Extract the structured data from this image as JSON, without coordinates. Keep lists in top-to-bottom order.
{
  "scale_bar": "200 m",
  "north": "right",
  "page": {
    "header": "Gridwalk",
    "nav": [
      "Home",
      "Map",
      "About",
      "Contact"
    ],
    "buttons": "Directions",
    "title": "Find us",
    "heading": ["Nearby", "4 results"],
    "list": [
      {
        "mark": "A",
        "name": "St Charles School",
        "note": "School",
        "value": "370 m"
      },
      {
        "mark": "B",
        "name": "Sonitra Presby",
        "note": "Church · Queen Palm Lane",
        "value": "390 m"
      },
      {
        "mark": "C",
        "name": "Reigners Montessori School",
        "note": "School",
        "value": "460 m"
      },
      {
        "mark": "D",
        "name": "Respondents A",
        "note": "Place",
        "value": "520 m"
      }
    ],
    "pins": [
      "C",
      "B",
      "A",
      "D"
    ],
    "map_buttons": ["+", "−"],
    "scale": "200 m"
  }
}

◇ ◇ ◇ ◇ ◇ ◇ ◇

* YOUR INSTRUCTIONS *
Where a line of the data holds the word "School", copy that line.

* TASK RESULT *
        "name": "St Charles School",
        "note": "School",
        "name": "Reigners Montessori School",
        "note": "School",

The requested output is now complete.